REQUIREMENT.
Show all lines from the data that include the word "lineCap".

(Stored items)
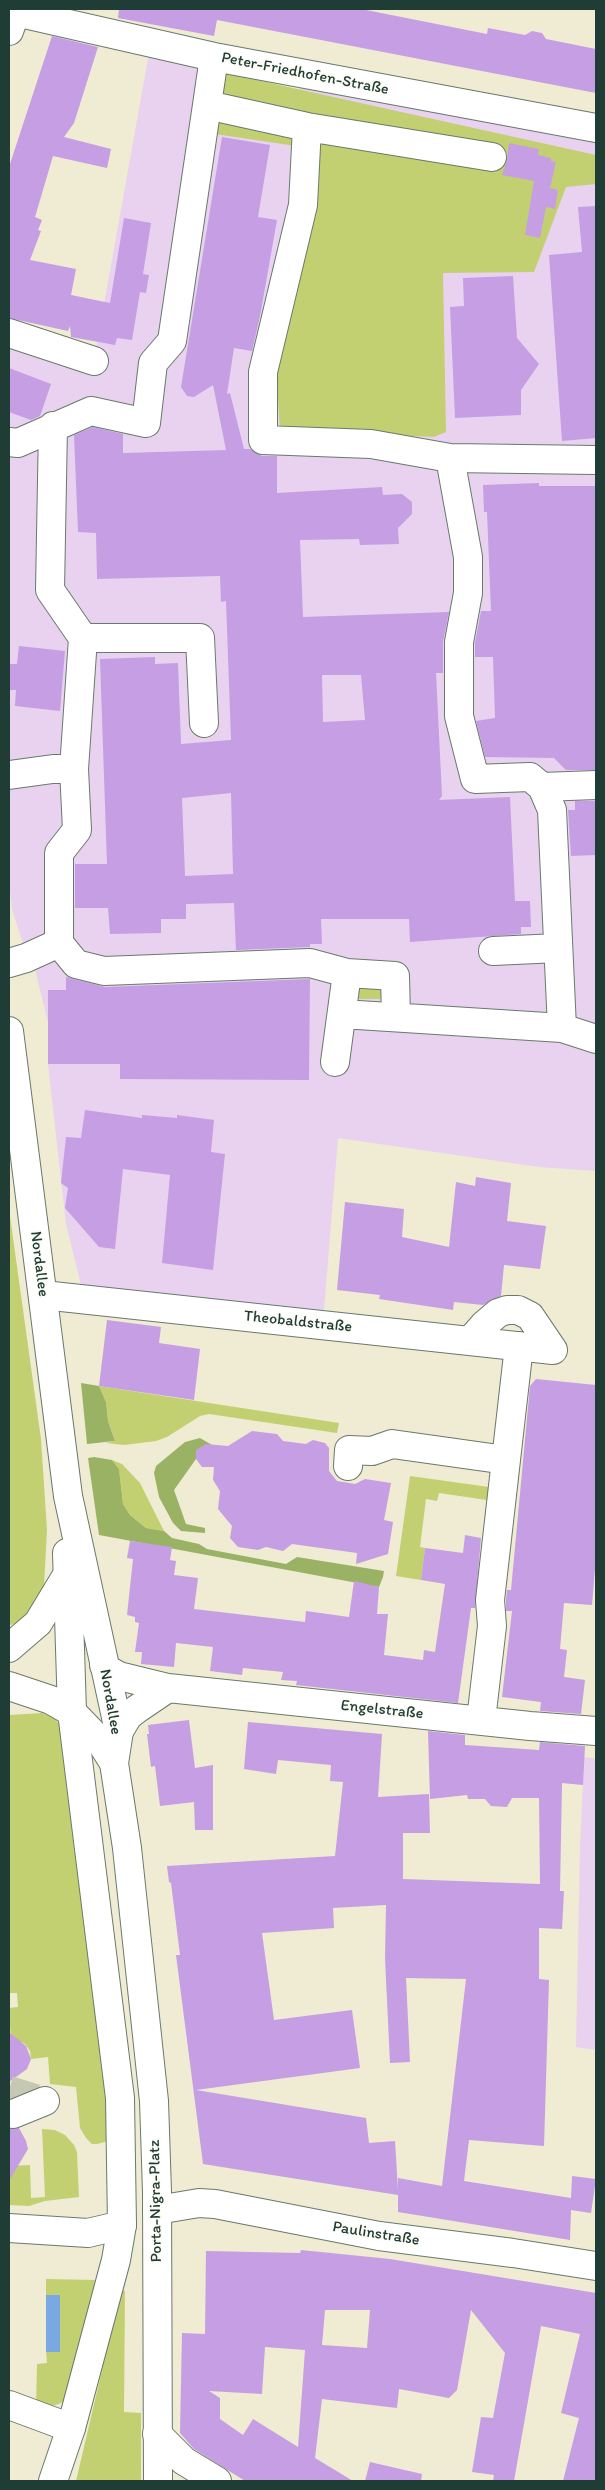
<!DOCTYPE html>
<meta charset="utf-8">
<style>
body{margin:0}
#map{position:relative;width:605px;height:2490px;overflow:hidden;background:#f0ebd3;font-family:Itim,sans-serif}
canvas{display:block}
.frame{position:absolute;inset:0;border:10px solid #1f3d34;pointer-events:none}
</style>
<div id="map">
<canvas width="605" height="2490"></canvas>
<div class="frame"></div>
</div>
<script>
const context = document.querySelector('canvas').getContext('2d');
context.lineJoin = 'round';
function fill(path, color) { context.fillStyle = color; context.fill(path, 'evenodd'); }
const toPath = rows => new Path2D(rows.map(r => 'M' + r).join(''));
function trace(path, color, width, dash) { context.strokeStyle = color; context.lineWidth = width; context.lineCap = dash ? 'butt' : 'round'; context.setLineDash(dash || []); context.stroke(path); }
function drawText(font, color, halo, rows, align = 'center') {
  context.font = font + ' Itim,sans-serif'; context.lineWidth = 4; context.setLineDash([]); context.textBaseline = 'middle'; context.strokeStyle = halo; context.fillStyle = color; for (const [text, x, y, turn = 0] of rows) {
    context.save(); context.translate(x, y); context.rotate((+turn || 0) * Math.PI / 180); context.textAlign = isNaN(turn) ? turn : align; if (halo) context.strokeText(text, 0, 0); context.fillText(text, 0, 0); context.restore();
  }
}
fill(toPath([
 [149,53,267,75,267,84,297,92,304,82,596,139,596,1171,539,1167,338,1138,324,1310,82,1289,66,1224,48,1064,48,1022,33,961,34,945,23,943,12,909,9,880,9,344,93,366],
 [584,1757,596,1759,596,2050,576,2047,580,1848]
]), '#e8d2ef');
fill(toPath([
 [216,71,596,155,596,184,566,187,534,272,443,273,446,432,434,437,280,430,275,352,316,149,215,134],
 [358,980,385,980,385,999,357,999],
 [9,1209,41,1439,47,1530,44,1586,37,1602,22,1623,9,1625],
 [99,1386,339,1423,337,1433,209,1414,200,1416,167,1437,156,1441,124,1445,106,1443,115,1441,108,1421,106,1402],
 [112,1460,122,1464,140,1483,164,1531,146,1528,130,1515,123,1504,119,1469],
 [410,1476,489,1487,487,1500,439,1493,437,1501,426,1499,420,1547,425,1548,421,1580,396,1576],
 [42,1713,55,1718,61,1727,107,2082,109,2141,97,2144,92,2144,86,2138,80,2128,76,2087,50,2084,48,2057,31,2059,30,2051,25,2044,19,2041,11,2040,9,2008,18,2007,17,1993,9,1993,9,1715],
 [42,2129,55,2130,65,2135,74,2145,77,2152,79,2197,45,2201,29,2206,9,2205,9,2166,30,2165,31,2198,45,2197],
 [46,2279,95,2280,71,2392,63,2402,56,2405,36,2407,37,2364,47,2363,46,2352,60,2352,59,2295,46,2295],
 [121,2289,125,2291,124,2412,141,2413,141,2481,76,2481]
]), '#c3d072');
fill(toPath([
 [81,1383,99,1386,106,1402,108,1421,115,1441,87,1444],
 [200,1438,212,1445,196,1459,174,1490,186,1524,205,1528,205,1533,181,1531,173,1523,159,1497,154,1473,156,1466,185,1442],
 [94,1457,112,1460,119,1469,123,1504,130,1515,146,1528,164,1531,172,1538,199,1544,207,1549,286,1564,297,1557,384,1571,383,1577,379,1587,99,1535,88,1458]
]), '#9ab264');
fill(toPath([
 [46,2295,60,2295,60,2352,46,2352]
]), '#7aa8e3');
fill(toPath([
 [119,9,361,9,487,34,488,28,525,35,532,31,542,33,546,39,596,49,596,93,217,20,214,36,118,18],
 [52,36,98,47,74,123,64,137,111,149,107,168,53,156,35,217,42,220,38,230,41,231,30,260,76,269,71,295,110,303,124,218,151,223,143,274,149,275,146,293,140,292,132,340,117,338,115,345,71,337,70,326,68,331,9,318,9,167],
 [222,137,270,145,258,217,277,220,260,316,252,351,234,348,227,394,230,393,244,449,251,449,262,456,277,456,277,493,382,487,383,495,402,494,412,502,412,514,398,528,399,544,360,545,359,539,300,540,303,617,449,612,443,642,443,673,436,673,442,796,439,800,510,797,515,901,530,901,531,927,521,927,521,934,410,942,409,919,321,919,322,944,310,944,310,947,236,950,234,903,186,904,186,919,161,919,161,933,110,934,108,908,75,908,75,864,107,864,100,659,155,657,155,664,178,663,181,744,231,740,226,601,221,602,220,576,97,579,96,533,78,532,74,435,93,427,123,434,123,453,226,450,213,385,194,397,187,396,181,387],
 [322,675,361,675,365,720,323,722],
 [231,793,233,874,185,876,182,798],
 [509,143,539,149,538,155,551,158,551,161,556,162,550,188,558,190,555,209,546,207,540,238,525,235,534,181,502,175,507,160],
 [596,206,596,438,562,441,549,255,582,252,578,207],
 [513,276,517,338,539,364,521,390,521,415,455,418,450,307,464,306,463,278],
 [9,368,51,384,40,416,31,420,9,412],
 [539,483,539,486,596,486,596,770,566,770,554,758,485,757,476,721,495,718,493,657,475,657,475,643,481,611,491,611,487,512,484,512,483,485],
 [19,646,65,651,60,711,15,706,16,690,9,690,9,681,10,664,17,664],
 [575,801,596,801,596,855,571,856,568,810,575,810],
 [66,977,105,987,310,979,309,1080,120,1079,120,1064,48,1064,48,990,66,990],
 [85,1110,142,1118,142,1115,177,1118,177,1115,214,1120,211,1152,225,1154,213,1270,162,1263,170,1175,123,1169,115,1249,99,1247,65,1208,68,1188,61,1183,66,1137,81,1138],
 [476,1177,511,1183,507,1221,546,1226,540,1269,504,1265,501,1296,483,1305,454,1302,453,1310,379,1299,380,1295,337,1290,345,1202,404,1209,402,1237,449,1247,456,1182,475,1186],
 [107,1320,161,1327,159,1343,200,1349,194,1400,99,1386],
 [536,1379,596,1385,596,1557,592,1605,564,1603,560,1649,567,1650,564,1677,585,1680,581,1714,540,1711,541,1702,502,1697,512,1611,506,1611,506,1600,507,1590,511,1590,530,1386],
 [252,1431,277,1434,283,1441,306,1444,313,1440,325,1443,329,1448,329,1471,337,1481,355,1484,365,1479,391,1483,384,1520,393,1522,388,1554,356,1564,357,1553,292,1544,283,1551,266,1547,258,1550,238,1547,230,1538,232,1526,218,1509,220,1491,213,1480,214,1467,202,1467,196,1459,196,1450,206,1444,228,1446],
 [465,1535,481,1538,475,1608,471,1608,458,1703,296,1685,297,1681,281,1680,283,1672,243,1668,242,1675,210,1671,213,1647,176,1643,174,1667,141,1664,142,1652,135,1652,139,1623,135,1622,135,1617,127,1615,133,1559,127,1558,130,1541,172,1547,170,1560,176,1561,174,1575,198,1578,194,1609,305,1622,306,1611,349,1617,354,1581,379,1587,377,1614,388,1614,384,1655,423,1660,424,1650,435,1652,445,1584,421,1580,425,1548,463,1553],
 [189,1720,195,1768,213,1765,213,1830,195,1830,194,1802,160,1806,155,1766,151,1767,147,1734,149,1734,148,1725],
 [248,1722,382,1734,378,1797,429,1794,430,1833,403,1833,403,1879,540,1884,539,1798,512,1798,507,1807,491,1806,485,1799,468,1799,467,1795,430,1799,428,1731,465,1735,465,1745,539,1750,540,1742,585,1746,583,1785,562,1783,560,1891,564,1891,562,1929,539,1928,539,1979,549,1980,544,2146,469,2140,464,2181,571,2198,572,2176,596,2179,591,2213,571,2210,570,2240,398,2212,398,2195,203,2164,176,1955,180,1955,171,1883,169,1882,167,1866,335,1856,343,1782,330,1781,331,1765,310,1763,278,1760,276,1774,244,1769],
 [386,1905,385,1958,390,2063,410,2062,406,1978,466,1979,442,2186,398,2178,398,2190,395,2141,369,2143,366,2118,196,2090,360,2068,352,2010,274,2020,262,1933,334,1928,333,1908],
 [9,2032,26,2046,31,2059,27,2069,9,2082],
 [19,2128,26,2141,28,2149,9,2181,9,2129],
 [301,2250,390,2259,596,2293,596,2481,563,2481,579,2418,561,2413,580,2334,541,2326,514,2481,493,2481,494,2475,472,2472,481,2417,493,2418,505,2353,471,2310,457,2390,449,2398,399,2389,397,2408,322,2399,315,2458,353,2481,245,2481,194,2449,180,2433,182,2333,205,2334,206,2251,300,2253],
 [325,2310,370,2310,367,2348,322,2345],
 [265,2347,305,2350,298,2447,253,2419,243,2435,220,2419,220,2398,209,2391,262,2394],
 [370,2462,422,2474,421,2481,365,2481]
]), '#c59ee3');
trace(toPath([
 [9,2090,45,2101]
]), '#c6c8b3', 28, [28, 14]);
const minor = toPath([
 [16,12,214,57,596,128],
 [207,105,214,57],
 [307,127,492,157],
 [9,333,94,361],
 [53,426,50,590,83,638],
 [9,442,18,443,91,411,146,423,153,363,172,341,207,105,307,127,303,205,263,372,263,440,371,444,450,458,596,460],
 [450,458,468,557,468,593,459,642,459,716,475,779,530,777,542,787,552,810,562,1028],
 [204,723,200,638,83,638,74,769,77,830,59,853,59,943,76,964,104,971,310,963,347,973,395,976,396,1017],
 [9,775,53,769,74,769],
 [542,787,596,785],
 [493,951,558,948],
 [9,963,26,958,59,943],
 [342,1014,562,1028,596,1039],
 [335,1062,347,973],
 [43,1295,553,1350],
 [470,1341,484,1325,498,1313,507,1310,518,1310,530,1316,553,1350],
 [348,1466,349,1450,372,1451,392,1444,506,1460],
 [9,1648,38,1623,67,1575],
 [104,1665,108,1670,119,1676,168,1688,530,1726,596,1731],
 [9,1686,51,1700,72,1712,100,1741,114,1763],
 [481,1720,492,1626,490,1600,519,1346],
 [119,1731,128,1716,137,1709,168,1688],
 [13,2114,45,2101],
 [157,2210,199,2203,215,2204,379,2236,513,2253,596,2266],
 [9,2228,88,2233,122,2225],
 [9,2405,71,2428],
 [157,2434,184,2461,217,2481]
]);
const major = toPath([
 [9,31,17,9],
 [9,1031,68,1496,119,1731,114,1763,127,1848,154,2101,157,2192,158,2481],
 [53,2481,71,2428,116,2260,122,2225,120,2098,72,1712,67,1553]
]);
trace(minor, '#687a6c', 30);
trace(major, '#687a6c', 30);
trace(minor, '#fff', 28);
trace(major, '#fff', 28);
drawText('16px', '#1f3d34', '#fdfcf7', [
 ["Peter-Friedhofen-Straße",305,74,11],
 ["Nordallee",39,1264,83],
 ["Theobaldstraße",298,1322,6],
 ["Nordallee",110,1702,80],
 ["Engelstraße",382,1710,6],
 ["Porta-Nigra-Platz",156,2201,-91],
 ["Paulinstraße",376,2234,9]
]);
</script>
* * *
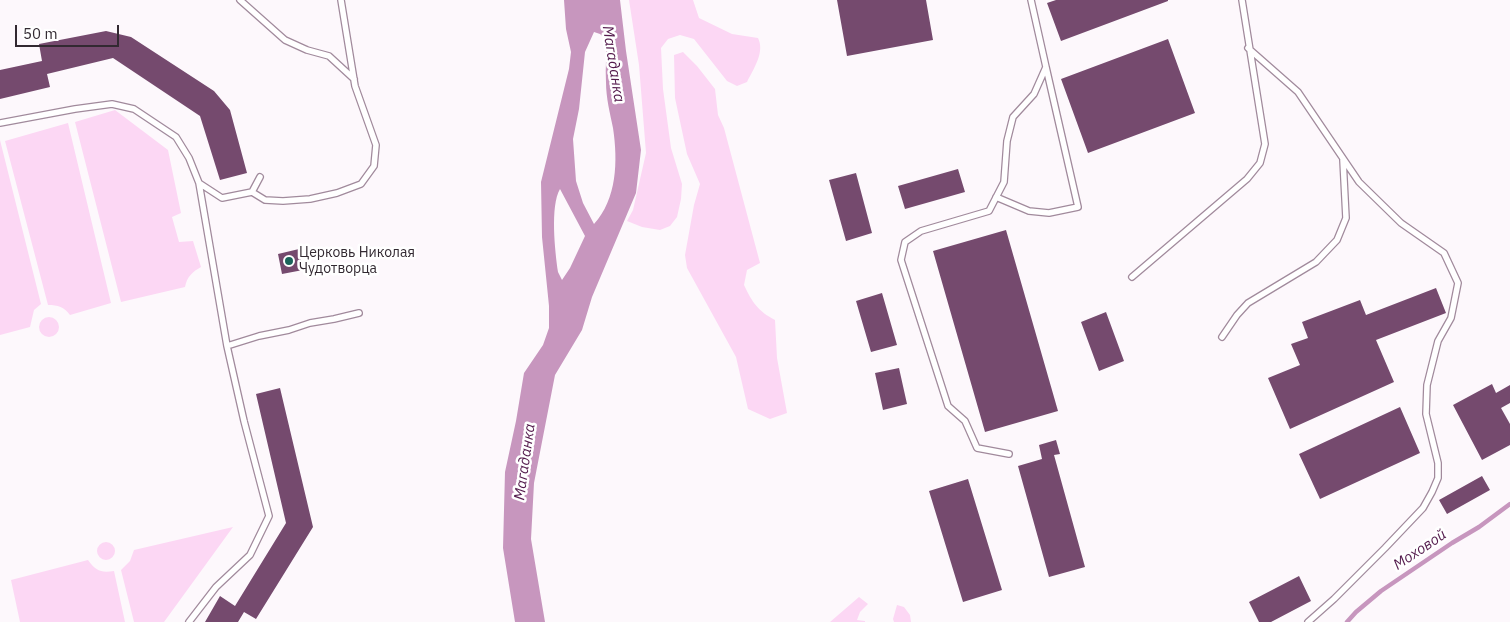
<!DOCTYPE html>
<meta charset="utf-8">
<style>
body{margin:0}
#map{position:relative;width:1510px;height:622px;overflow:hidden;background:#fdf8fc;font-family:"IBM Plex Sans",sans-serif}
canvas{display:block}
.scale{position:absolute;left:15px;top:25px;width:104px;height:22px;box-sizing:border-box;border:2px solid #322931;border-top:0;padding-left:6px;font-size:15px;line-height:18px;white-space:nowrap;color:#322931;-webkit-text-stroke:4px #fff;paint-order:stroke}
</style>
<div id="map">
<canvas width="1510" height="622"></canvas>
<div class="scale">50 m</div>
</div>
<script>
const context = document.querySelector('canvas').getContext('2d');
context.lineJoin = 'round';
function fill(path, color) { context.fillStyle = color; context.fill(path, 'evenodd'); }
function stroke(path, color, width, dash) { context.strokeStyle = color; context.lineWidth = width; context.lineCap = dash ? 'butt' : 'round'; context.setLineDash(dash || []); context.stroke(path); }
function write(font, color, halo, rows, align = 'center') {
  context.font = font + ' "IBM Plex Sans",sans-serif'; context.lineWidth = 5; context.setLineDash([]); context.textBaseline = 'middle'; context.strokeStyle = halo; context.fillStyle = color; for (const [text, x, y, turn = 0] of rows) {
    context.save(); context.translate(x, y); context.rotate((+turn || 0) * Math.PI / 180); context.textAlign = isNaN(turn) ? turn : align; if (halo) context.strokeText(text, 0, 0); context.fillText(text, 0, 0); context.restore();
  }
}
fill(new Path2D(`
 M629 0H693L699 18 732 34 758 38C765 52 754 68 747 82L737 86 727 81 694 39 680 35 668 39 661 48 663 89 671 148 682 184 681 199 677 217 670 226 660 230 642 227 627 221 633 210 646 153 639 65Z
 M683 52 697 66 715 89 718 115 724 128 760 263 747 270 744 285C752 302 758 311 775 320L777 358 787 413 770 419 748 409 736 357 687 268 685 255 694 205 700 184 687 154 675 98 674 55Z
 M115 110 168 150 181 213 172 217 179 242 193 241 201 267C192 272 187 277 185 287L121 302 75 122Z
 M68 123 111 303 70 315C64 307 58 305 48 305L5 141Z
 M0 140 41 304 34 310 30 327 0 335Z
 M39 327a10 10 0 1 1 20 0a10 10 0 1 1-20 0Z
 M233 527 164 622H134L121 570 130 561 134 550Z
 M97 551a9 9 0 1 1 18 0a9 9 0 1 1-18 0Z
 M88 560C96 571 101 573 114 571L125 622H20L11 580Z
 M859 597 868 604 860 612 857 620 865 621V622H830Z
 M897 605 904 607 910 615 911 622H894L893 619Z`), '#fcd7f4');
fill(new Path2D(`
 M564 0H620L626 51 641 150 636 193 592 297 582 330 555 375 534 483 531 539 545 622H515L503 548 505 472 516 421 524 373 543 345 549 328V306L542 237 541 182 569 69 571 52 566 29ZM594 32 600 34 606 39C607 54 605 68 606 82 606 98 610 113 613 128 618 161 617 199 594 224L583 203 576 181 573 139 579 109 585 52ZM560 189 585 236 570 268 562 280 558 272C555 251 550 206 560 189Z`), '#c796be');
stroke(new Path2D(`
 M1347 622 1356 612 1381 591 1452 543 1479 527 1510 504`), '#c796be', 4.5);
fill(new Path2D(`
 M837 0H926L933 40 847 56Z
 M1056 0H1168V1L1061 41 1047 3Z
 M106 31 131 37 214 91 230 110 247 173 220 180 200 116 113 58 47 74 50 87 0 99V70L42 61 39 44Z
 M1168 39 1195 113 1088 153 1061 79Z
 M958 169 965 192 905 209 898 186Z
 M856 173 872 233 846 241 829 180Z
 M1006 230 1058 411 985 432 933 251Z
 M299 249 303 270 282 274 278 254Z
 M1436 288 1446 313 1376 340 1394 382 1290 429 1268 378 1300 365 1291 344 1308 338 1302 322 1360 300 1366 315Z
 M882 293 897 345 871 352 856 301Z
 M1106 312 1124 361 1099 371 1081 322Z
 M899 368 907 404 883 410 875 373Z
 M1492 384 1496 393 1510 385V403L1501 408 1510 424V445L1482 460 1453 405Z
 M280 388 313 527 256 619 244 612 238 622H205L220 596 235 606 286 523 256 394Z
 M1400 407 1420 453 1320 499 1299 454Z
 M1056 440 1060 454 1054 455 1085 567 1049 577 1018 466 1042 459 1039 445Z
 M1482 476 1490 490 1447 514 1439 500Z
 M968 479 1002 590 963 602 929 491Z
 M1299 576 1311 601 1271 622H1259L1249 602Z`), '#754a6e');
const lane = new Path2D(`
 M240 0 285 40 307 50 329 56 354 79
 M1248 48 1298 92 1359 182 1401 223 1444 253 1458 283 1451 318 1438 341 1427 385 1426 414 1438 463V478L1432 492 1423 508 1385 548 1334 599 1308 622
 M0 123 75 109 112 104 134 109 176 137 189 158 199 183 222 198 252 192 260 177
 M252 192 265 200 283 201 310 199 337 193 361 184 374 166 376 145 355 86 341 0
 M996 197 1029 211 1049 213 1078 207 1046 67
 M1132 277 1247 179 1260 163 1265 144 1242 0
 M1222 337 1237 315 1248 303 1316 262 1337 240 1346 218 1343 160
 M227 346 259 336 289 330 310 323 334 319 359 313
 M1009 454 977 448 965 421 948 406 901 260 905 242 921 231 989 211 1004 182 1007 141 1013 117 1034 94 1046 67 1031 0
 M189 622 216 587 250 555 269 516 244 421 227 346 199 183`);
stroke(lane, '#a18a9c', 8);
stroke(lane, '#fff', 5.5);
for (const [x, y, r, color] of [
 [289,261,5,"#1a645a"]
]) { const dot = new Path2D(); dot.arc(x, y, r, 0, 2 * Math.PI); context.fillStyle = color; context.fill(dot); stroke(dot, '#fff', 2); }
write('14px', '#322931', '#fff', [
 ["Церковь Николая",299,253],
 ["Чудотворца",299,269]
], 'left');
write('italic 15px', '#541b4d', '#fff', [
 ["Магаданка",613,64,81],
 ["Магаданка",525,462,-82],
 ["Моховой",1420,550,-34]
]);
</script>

RESPONSE BELOW.
function trace(path, color, width, dash) { context.strokeStyle = color; context.lineWidth = width; context.lineCap = dash ? 'butt' : 'round'; context.setLineDash(dash || []); context.stroke(path); }
function stroke(path, color, width, dash) { context.strokeStyle = color; context.lineWidth = width; context.lineCap = dash ? 'butt' : 'round'; context.setLineDash(dash || []); context.stroke(path); }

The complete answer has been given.